Page MenuHomePhabricator

[EPIC] (WIP) End-to-end tests and deploys
Closed, InvalidPublic

Description

This is a Work In Progress proposal that the Release-Engineering-Team team is working through. This is not done and it should not be considered an official plan at this time.

End-to-end tests and deploys

General hope

That we can find a way to leverage the browser (end-to-end) tests to increase confidence in what we are deploying (more than they do now).

Current status

We have some end-to-end tests that run on patch submission thanks to Dan's work on the https://integration.wikimedia.org/ci/job/mwext-mw-selenium/ job. These are generally voting and provide useful/actionable feedback to developers.

But we also have our "daily" browser tests (which is, I believe, a super-set of the ones that run on patch submission). These run against the Beta Cluster and that itself introduces problems (code updating during a test run, for one). They are also impossible to tie directly to a specific problematic commit.

Proposals

Generally, using the browser tests as targetted runs against the group0 wikis after the new branch has been cut, and test failure for core and each extensions during the run will be met with escalation to project owners and potentially, barring resolution of the failure by each owner, some sort of rollback action (details of this depend on how we refactor the branching process).

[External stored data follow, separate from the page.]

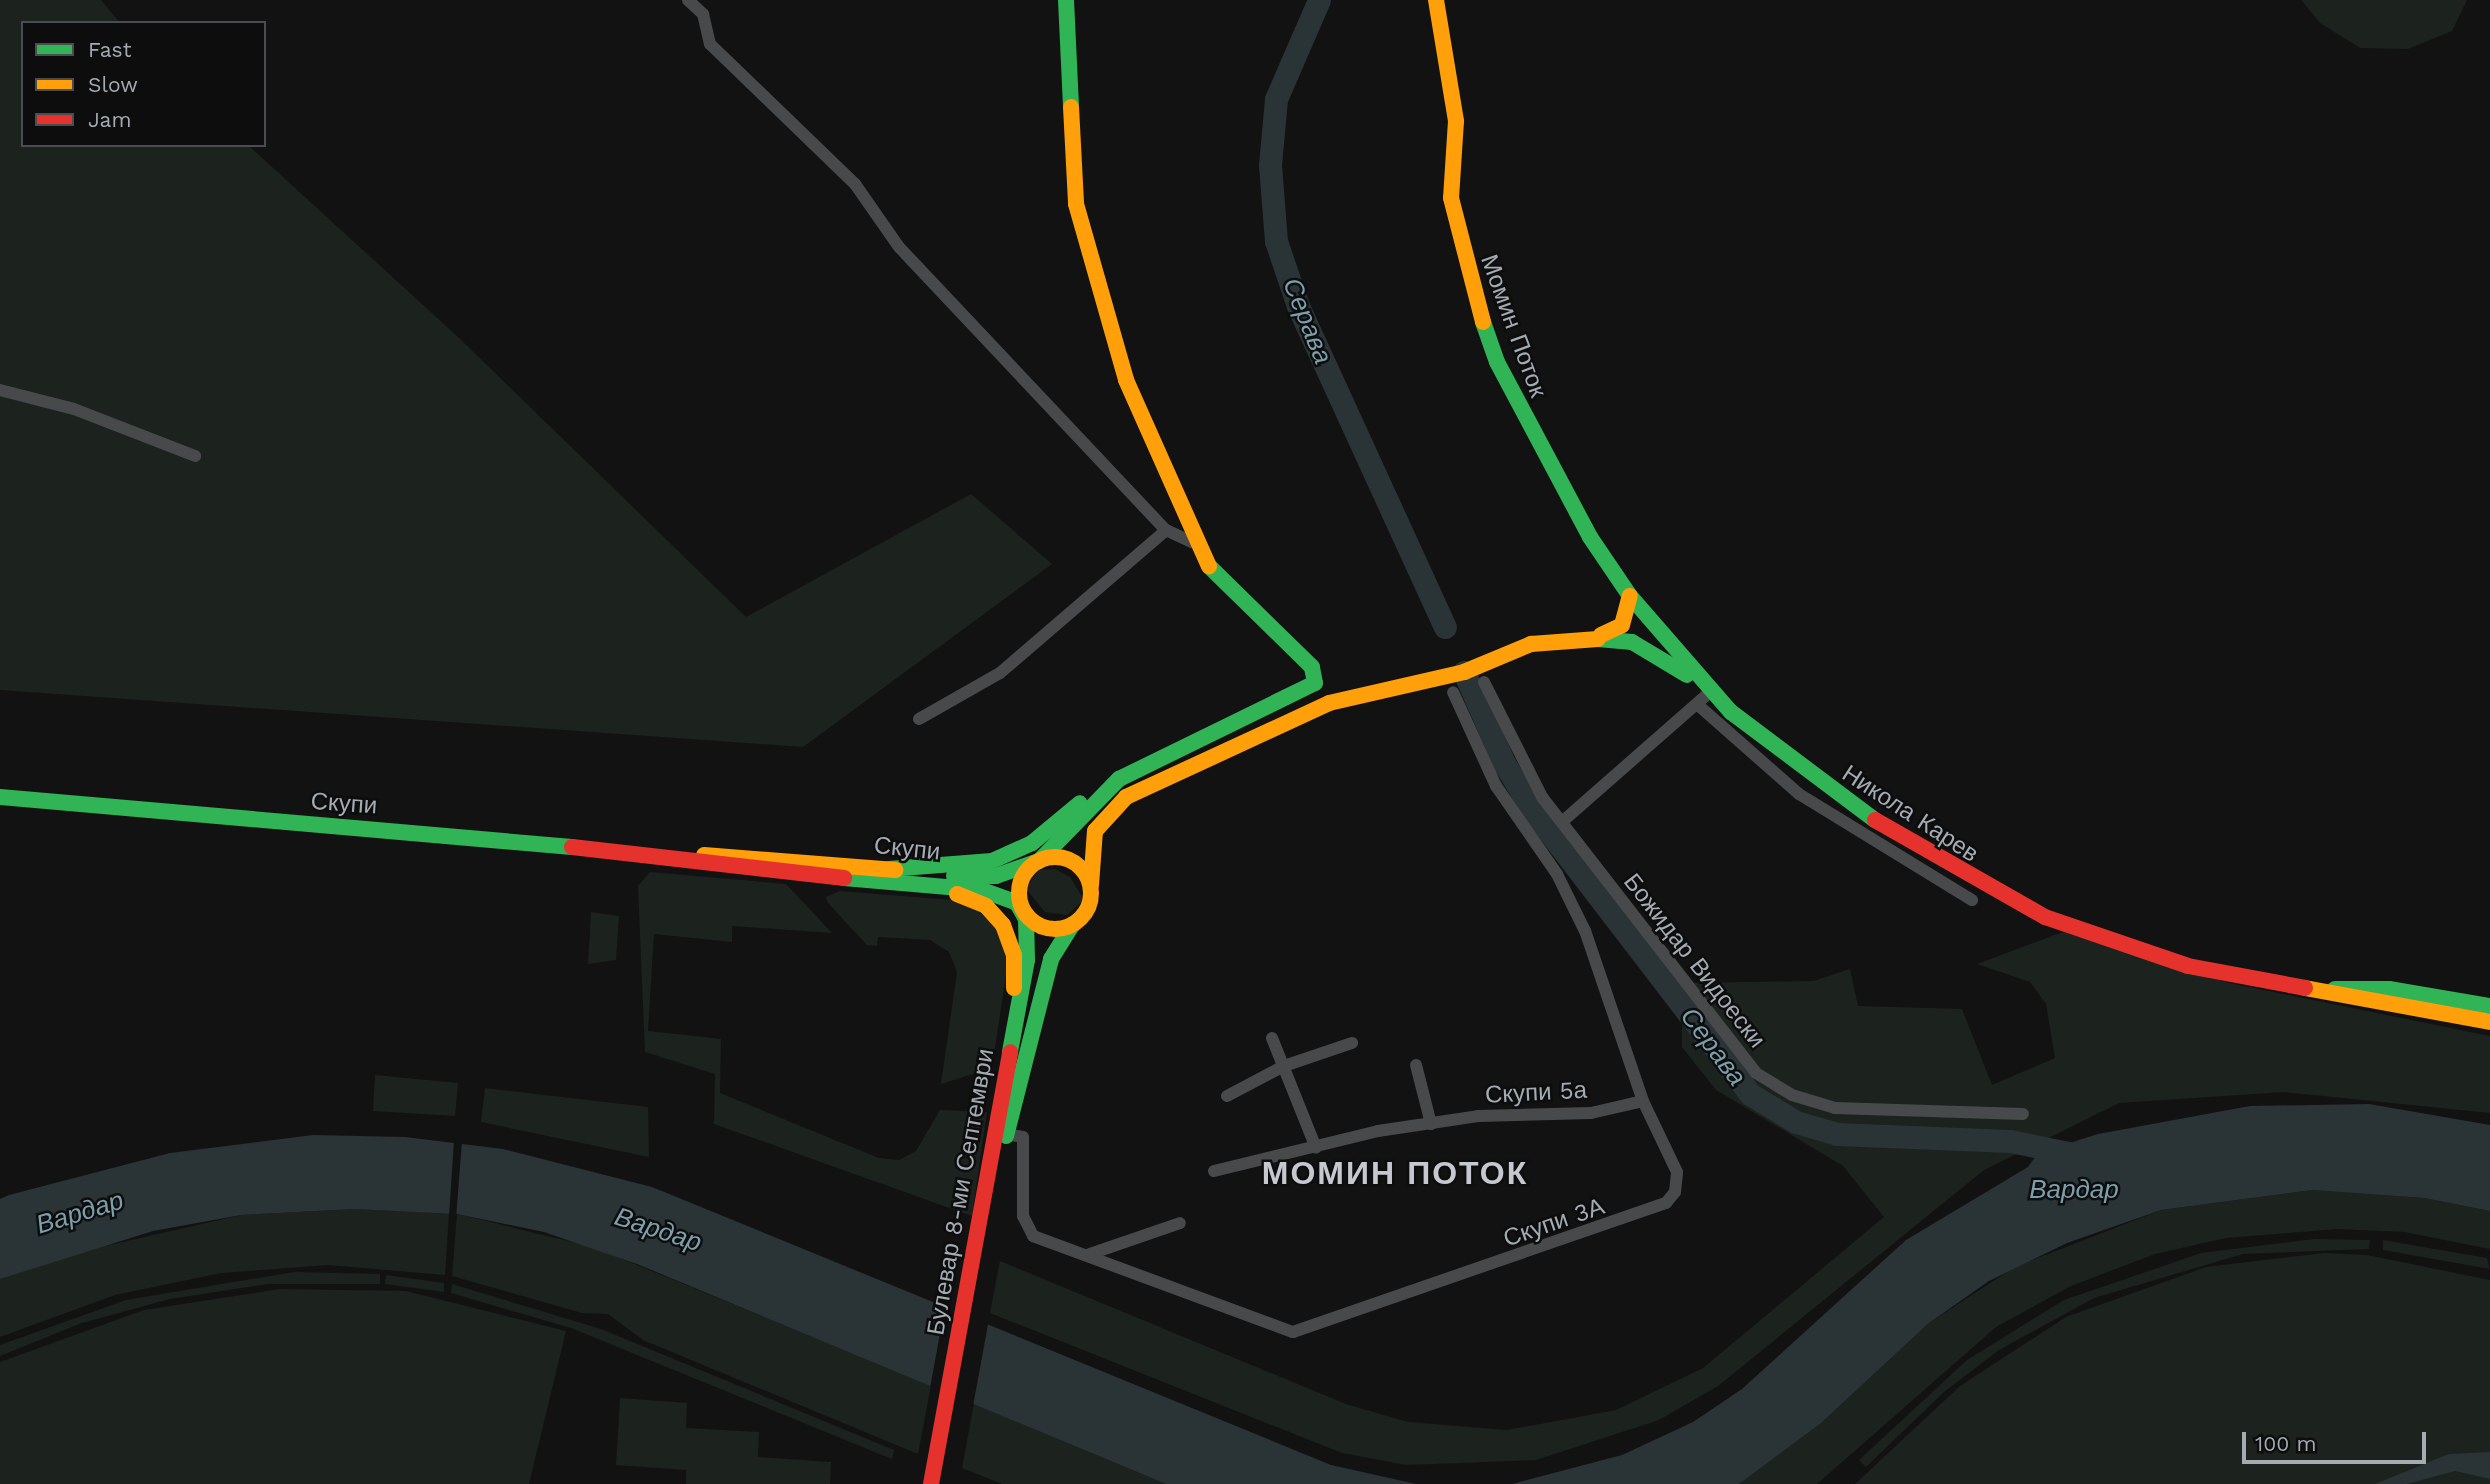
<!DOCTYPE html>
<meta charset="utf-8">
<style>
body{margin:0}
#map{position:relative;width:2490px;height:1484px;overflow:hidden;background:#121213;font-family:"Work Sans",sans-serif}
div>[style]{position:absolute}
.green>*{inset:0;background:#1c221d}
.water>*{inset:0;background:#2a3336}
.pier>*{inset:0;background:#121213}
.river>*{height:23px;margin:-11.5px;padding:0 11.5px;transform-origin:11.5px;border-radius:11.5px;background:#2a3336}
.street>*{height:12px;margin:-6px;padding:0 6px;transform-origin:6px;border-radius:6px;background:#47494b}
.fast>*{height:16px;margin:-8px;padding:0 8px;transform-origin:8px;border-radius:8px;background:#30b455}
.slow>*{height:16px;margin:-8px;padding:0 8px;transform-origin:8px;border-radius:8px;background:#ff9f0a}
.slow>.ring{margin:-8px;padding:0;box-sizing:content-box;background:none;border:16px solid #ff9f0a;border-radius:50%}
.jam>*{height:16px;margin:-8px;padding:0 8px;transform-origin:8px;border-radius:8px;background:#e5322d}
span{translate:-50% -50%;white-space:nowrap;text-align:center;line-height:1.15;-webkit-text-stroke:5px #0d0d0e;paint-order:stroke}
.street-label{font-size:24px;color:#a4abb2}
.water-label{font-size:26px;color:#7d9fab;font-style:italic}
.district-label{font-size:32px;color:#c5c9cf;font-weight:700;letter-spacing:2px}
.legend{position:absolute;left:21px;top:21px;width:245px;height:126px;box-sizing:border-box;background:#0d0d0e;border:2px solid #494c50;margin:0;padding:9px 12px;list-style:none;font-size:21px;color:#a4abb2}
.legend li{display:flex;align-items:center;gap:14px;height:35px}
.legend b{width:35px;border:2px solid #494c50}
.scale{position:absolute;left:2242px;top:1432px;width:184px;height:32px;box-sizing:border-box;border:4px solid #a4abb2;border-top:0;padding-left:9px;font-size:21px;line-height:24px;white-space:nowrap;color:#a4abb2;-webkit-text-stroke:5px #0d0d0e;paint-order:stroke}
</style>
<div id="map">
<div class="green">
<div style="clip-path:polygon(0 0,101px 0,120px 23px,23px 23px,23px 145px,248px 145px,458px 337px,746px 617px,971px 494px,1052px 564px,803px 747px,0 690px)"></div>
<div style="clip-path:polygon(2301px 0,2467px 0,2452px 31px,2408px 49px,2360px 48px,2320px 23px)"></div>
<div style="clip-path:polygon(1055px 869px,1070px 877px,1084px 900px,1067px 915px,1045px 912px,1026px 889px,1038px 870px)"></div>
<div style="clip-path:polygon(650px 872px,786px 884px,832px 933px,732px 926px,732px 942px,654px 934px,648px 1031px,721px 1039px,720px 1093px,879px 1158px,899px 1160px,916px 1151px,940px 1110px,987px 1112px,972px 1216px,714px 1124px,715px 1074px,645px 1052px,638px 886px)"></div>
<div style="clip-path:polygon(840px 891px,965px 901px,994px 921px,1009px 955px,992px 1068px,941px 1084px,957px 972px,949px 952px,930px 940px,878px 937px,877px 946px,867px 945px,828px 903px,826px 897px)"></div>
<div style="clip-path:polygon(591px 912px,619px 916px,616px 960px,588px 964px)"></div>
<div style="clip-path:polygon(2063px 932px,2229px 983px,2490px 1036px,2490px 1113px,2284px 1092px,2119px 1103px,1984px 1170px,1718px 1386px,1659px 1420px,1536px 1460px,1406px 1465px,1342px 1453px,990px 1313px,1000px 1261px,1346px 1404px,1408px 1422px,1507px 1430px,1616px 1410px,1703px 1368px,1884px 1217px,1843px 1166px,1716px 1090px,1682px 1047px,1682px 983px,1814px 981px,1850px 969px,1858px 1006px,1962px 1009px,1992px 1085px,2055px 1058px,2046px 1004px,2030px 982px,1977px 964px)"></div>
<div style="clip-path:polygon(375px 1075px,458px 1083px,455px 1116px,373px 1111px)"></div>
<div style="clip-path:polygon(485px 1088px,648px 1107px,649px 1157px,481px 1122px)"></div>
<div style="clip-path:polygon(2312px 1190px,2424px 1198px,2490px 1211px,2490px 1249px,2405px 1232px,2337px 1229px,2226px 1238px,2155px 1254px,2071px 1286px,1996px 1327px,1817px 1484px,1739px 1484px,1820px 1424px,1929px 1323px,2015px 1267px,2161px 1210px)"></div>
<div style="clip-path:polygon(354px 1209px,449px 1213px,445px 1275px,328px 1265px,221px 1273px,115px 1295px,0 1337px,0 1279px,53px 1258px,241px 1215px)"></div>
<div style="clip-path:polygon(457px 1214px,593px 1247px,931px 1385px,918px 1454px,643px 1340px,608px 1314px,582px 1313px,452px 1276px)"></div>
<div style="clip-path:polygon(2314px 1239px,2370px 1240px,2369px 1249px,2243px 1254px,2094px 1298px,1999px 1350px,1944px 1392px,1866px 1467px,1859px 1460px,1967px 1360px,2064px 1300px,2201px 1253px)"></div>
<div style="clip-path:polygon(2383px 1240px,2487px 1258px,2490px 1269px,2383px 1250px)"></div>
<div style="clip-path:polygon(2324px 1253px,2367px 1255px,2490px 1280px,2490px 1484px,1855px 1484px,1960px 1386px,2066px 1317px,2206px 1267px)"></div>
<div style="clip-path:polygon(294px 1272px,380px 1274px,380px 1284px,268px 1284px,170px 1299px,82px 1323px,0 1356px,0 1345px,126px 1300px)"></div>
<div style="clip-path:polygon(386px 1275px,444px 1283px,444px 1292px,385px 1284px)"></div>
<div style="clip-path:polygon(452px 1284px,601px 1329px,894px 1450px,892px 1459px,571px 1328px,451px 1293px)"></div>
<div style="clip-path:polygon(280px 1289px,406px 1291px,566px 1331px,529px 1484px,0 1484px,0 1362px,144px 1310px)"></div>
<div style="clip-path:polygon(620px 1398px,687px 1403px,686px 1428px,759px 1432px,758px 1457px,831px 1462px,830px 1484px,686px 1484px,686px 1470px,616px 1465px)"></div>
<div style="clip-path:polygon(974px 1403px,1082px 1449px,1166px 1484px,1002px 1484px,962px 1468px)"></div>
</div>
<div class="water">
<div style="clip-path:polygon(2369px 1104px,2490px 1125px,2490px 1211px,2424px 1198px,2312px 1190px,2161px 1210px,2067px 1243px,1989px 1281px,1929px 1323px,1820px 1424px,1739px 1484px,1512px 1484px,1622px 1455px,1693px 1422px,1742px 1389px,1906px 1240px,2028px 1167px,2038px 1153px,2098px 1134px,2250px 1106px)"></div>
<div style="clip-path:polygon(313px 1135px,405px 1137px,503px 1149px,652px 1187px,1331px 1465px,1416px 1484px,1166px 1484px,637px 1264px,544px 1232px,457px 1214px,354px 1209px,241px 1215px,153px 1231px,0 1279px,0 1199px,9px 1195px,170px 1153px)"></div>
<div style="clip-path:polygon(2490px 1452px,2490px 1479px,2455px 1471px,2407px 1484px,2375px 1484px,2449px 1454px)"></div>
</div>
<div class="pier">
<div style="clip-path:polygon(454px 1140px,462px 1141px,456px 1218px,449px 1217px)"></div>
<div style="clip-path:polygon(946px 1301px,989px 1319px,973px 1406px,930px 1388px)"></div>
</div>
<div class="river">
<div style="left:1319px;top:0;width:108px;rotate:113.5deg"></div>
<div style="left:1276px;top:99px;width:66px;rotate:95.2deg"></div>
<div style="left:1270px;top:165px;width:76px;rotate:85.5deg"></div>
<div style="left:1276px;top:241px;width:69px;rotate:71.3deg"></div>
<div style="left:1298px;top:306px;width:353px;rotate:65.4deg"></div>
<div style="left:1464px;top:672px;width:99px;rotate:66.3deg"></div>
<div style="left:1504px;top:763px;width:56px;rotate:58.9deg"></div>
<div style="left:1533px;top:811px;width:357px;rotate:52.5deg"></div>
<div style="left:1750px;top:1094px;width:54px;rotate:31.3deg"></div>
<div style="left:1796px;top:1122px;width:43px;rotate:16.3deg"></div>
<div style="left:1837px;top:1134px;width:173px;rotate:2.3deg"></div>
<div style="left:2010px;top:1141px;width:76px;rotate:11.5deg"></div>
</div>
<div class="street">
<div style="left:688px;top:0;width:21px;rotate:43deg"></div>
<div style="left:703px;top:14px;width:31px;rotate:77deg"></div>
<div style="left:710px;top:44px;width:202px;rotate:44deg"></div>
<div style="left:855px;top:184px;width:77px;rotate:55.1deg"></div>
<div style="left:899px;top:247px;width:389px;rotate:46.7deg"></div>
<div style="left:0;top:390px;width:76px;rotate:14.4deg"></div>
<div style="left:74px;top:409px;width:130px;rotate:21.2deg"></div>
<div style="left:1484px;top:682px;width:129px;rotate:63.2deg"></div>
<div style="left:1542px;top:797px;width:349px;rotate:52.2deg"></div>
<div style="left:1756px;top:1073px;width:42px;rotate:31.4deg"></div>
<div style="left:1792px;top:1095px;width:45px;rotate:16.8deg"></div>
<div style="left:1835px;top:1108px;width:188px;rotate:1.8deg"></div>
<div style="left:1698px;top:705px;width:135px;rotate:41.4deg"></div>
<div style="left:1799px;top:794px;width:203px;rotate:31.5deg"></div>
<div style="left:919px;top:719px;width:93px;rotate:-29.6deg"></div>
<div style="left:1000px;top:673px;width:219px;rotate:-40.7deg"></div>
<div style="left:1166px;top:530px;width:29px;rotate:25deg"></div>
<div style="left:1563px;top:821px;width:196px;rotate:-41.3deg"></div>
<div style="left:1272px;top:1038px;width:118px;rotate:68.2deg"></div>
<div style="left:1416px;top:1065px;width:61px;rotate:75.7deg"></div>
<div style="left:1227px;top:1096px;width:64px;rotate:-27.8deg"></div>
<div style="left:1284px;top:1066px;width:72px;rotate:-18.7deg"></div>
<div style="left:1006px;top:1134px;width:17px;rotate:10deg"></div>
<div style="left:1023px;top:1137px;width:79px;rotate:90deg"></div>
<div style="left:1023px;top:1216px;width:22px;rotate:63deg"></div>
<div style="left:1033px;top:1236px;width:277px;rotate:20.3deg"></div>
<div style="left:1293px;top:1332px;width:395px;rotate:-19.1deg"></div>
<div style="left:1666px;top:1203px;width:14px;rotate:-51deg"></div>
<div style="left:1675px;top:1192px;width:20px;rotate:-84deg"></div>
<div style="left:1677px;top:1172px;width:79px;rotate:-115.6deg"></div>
<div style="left:1643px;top:1101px;width:180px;rotate:-108.8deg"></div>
<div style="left:1585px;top:931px;width:64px;rotate:-116.2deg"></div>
<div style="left:1557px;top:874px;width:107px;rotate:-124.7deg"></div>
<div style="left:1496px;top:786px;width:103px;rotate:-114.6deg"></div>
<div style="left:1214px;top:1171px;width:169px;rotate:-13.7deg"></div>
<div style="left:1378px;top:1131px;width:101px;rotate:-8.5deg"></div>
<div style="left:1478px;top:1116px;width:113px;rotate:-1.5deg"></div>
<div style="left:1591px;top:1113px;width:53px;rotate:-13deg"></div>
<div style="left:1090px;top:1254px;width:95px;rotate:-19deg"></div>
</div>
<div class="fast">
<div style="left:1066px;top:0;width:107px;rotate:87.3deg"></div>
<div style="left:1483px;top:322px;width:42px;rotate:70.7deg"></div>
<div style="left:1497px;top:362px;width:198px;rotate:62deg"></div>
<div style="left:1590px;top:537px;width:71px;rotate:55.9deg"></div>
<div style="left:1630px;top:596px;width:154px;rotate:49deg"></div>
<div style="left:1731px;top:712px;width:180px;rotate:36.9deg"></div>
<div style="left:1598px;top:639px;width:34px;rotate:5deg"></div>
<div style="left:1632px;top:642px;width:64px;rotate:31deg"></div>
<div style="left:0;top:797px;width:574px;rotate:5deg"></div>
<div style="left:889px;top:869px;width:103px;rotate:-4.4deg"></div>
<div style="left:992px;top:861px;width:44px;rotate:-24.2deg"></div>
<div style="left:1032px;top:843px;width:62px;rotate:-39.8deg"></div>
<div style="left:954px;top:876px;width:42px"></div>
<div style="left:996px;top:876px;width:46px;rotate:-19.2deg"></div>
<div style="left:1039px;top:861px;width:115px;rotate:-45.7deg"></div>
<div style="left:1119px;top:779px;width:218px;rotate:-26.1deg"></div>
<div style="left:1315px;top:683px;width:16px;rotate:-101deg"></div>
<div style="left:1312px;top:667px;width:144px;rotate:-135.6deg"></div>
<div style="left:844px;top:878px;width:139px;rotate:5deg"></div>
<div style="left:982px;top:890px;width:37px;rotate:20deg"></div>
<div style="left:1017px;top:903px;width:18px;rotate:61deg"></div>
<div style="left:1026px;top:919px;width:41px;rotate:88.6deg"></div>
<div style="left:1027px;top:960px;width:94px;rotate:100.5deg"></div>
<div style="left:2335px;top:989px;width:54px"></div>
<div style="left:2389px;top:989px;width:102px;rotate:9.6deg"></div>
<div style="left:1006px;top:1136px;width:183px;rotate:-75.7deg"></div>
<div style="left:1051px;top:959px;width:40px;rotate:-58deg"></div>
</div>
<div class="slow">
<div style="left:1436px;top:0;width:123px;rotate:80.6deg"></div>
<div style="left:1456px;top:121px;width:77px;rotate:93.7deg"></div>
<div style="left:1451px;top:198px;width:128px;rotate:75.5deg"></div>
<div style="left:1071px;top:107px;width:97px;rotate:87deg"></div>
<div style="left:1076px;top:204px;width:183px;rotate:74.1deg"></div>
<div style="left:1126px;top:380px;width:204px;rotate:66deg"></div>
<div style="left:1601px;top:635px;width:23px;rotate:-25deg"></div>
<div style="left:1622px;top:625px;width:30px;rotate:-75deg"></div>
<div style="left:704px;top:855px;width:192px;rotate:4.5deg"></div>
<div class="ring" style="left:1019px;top:857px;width:56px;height:56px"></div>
<div style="left:1091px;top:885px;width:54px;rotate:-85.8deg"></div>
<div style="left:1095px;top:831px;width:46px;rotate:-47.6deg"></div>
<div style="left:1126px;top:797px;width:224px;rotate:-24.8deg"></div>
<div style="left:1329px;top:703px;width:139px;rotate:-12.9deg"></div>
<div style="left:1464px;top:672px;width:73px;rotate:-22.7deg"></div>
<div style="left:1531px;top:644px;width:67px;rotate:-4.3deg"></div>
<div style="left:957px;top:894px;width:31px;rotate:22deg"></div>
<div style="left:986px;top:906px;width:25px;rotate:48deg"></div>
<div style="left:1003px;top:925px;width:32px;rotate:70deg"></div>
<div style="left:1014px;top:955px;width:33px;rotate:90deg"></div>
<div style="left:2305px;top:988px;width:188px;rotate:10.4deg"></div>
</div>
<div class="jam">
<div style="left:1875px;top:820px;width:196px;rotate:29.7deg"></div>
<div style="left:2045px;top:917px;width:151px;rotate:18.9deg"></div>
<div style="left:2188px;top:966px;width:119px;rotate:10.6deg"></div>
<div style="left:572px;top:847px;width:274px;rotate:6.5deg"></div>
<div style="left:931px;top:1484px;width:439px;rotate:-79.6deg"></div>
</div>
<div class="street-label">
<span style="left:1513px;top:326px;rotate:70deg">Момин Поток</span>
<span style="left:344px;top:804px;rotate:4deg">Скупи</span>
<span style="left:1910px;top:814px;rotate:33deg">Никола Карев</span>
<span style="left:907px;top:849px;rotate:6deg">Скупи</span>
<span style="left:1694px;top:961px;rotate:52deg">Божидар Видоески</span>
<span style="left:1536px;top:1093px;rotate:-3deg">Скупи 5а</span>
<span style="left:961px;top:1192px;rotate:-80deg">Булевар 8-ми Септември</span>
<span style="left:1554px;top:1223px;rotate:-19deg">Скупи 3А</span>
</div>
<div class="water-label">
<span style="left:1307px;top:321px;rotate:68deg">Серава</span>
<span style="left:1713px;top:1047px;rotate:53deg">Серава</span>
<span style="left:2074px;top:1190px">Вардар</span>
<span style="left:80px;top:1213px;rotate:-17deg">Вардар</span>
<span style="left:658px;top:1230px;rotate:18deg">Вардар</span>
</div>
<div class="district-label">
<span style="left:1395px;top:1173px">МОМИН ПОТОК</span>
</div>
<ul class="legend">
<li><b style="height:9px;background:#30b455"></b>Fast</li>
<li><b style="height:9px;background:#ff9f0a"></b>Slow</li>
<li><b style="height:9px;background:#e5322d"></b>Jam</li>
</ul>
<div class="scale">100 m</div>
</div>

All proposals have these pre-reqs:

  • Increase adoption of end-to-end tests pre-merge (voting, mwext-mw-selenium)
  • Keep daily browser tests
    • Continue the work on developer self-maintenance of the tests
  • Setup enough testwikis (iow: expand group0 with more testwikis) to thoroughly test centralauth/sessionamanger/authmanager interwiki behavior.
  • Get to a place where we can consistently run all e2e tests against group0 without failure
  • Move group0 deploy to Monday. Keep group1/group2 where they are (Wed/Thurs).
    • A sub-proposal here is to move group0 to Thursday the week before. Main downside is it would increase the age of code being deployed to production by about 5 days.

Proposal 1

The "Freeze until Green" proposal. This is the simplest proposal wrt where we are now.

  1. Cut new branch as we do now
  2. Deploy to group0 on Monday
  3. Run all e2e tests
  4. If any test fails, freeze until are all green
    1. Fixes are driven by code owners, they can revert or fix if needed
  5. After green, go to group1 and group2

Positive: this puts the onous on the developers to fix this fast. They have 48 hours ish (if we deploy Monday morning to group0 and then have group1 scheduled for Wednesday).

Proposal 2

The long-lived branch version of the above.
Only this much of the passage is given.